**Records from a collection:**
=-=-=

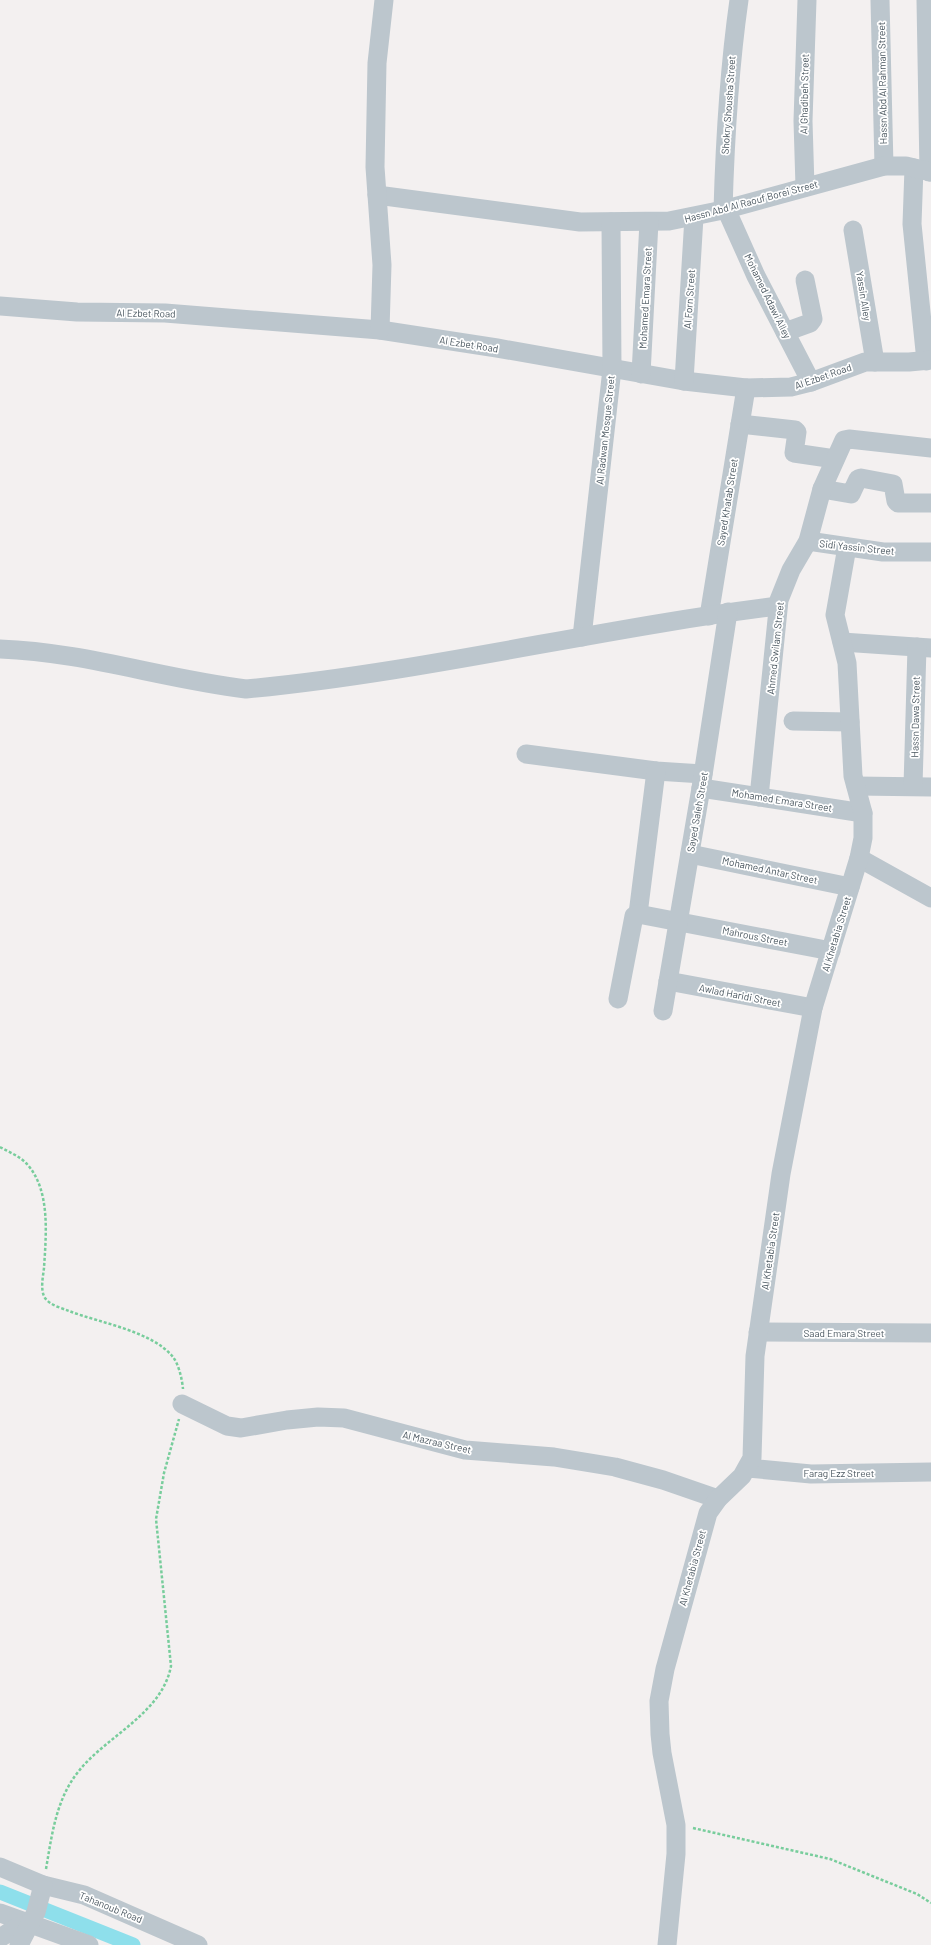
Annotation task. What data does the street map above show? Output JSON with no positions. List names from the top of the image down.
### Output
{
  "streets": {
    "street": [
      "Hassn Abd Al Rahman Street",
      "Al Ghadibeh Street",
      "Shokry Shousha Street",
      "Hassn Abd Al Raouf Borei Street",
      "Mohamed Adawi Alley",
      "Yassin Alley",
      "Mohamed Emara Street",
      "Al Forn Street",
      "Al Ezbet Road",
      "Al Radwan Mosque Street",
      "Sayed Khatab Street",
      "Sidi Yassin Street",
      "Ahmed Swilam Street",
      "Hassn Dawa Street",
      "Sayed Saleh Street",
      "Mohamed Antar Street",
      "Al Khetabia Street",
      "Mahrous Street",
      "Awlad Haridi Street",
      "Saad Emara Street",
      "Al Mazraa Street",
      "Farag Ezz Street",
      "Tahanoub Road"
    ]
  },
  "crossings": [
    ["Hassn Abd Al Rahman Street", "Hassn Abd Al Raouf Borei Street"],
    ["Al Ghadibeh Street", "Hassn Abd Al Raouf Borei Street"],
    ["Shokry Shousha Street", "Hassn Abd Al Raouf Borei Street"],
    ["Shokry Shousha Street", "Mohamed Adawi Alley"],
    ["Hassn Abd Al Raouf Borei Street", "Mohamed Adawi Alley"],
    ["Hassn Abd Al Raouf Borei Street", "Mohamed Emara Street"],
    ["Hassn Abd Al Raouf Borei Street", "Al Forn Street"],
    ["Hassn Abd Al Raouf Borei Street", "Al Radwan Mosque Street"],
    ["Mohamed Adawi Alley", "Al Ezbet Road"],
    ["Yassin Alley", "Al Ezbet Road"],
    ["Mohamed Emara Street", "Al Ezbet Road"],
    ["Mohamed Emara Street", "Ahmed Swilam Street"],
    ["Mohamed Emara Street", "Sayed Saleh Street"],
    ["Mohamed Emara Street", "Al Khetabia Street"],
    ["Al Forn Street", "Al Ezbet Road"],
    ["Al Ezbet Road", "Al Radwan Mosque Street"],
    ["Al Ezbet Road", "Sayed Khatab Street"],
    ["Sidi Yassin Street", "Ahmed Swilam Street"],
    ["Sidi Yassin Street", "Al Khetabia Street"],
    ["Sayed Saleh Street", "Mohamed Antar Street"],
    ["Sayed Saleh Street", "Mahrous Street"],
    ["Sayed Saleh Street", "Awlad Haridi Street"],
    ["Mohamed Antar Street", "Al Khetabia Street"],
    ["Al Khetabia Street", "Mahrous Street"],
    ["Al Khetabia Street", "Awlad Haridi Street"],
    ["Al Khetabia Street", "Saad Emara Street"],
    ["Al Khetabia Street", "Al Mazraa Street"],
    ["Al Khetabia Street", "Farag Ezz Street"]
  ]
}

=-=-=

**WHAT IS REQUIRED:**
Return every line above word for word, minus images.

**RESPONSE AREA:**
Annotation task. What data does the street map above show? Output JSON with no positions. List names from the top of the image down.
### Output
{
  "streets": {
    "street": [
      "Hassn Abd Al Rahman Street",
      "Al Ghadibeh Street",
      "Shokry Shousha Street",
      "Hassn Abd Al Raouf Borei Street",
      "Mohamed Adawi Alley",
      "Yassin Alley",
      "Mohamed Emara Street",
      "Al Forn Street",
      "Al Ezbet Road",
      "Al Radwan Mosque Street",
      "Sayed Khatab Street",
      "Sidi Yassin Street",
      "Ahmed Swilam Street",
      "Hassn Dawa Street",
      "Sayed Saleh Street",
      "Mohamed Antar Street",
      "Al Khetabia Street",
      "Mahrous Street",
      "Awlad Haridi Street",
      "Saad Emara Street",
      "Al Mazraa Street",
      "Farag Ezz Street",
      "Tahanoub Road"
    ]
  },
  "crossings": [
    ["Hassn Abd Al Rahman Street", "Hassn Abd Al Raouf Borei Street"],
    ["Al Ghadibeh Street", "Hassn Abd Al Raouf Borei Street"],
    ["Shokry Shousha Street", "Hassn Abd Al Raouf Borei Street"],
    ["Shokry Shousha Street", "Mohamed Adawi Alley"],
    ["Hassn Abd Al Raouf Borei Street", "Mohamed Adawi Alley"],
    ["Hassn Abd Al Raouf Borei Street", "Mohamed Emara Street"],
    ["Hassn Abd Al Raouf Borei Street", "Al Forn Street"],
    ["Hassn Abd Al Raouf Borei Street", "Al Radwan Mosque Street"],
    ["Mohamed Adawi Alley", "Al Ezbet Road"],
    ["Yassin Alley", "Al Ezbet Road"],
    ["Mohamed Emara Street", "Al Ezbet Road"],
    ["Mohamed Emara Street", "Ahmed Swilam Street"],
    ["Mohamed Emara Street", "Sayed Saleh Street"],
    ["Mohamed Emara Street", "Al Khetabia Street"],
    ["Al Forn Street", "Al Ezbet Road"],
    ["Al Ezbet Road", "Al Radwan Mosque Street"],
    ["Al Ezbet Road", "Sayed Khatab Street"],
    ["Sidi Yassin Street", "Ahmed Swilam Street"],
    ["Sidi Yassin Street", "Al Khetabia Street"],
    ["Sayed Saleh Street", "Mohamed Antar Street"],
    ["Sayed Saleh Street", "Mahrous Street"],
    ["Sayed Saleh Street", "Awlad Haridi Street"],
    ["Mohamed Antar Street", "Al Khetabia Street"],
    ["Al Khetabia Street", "Mahrous Street"],
    ["Al Khetabia Street", "Awlad Haridi Street"],
    ["Al Khetabia Street", "Saad Emara Street"],
    ["Al Khetabia Street", "Al Mazraa Street"],
    ["Al Khetabia Street", "Farag Ezz Street"]
  ]
}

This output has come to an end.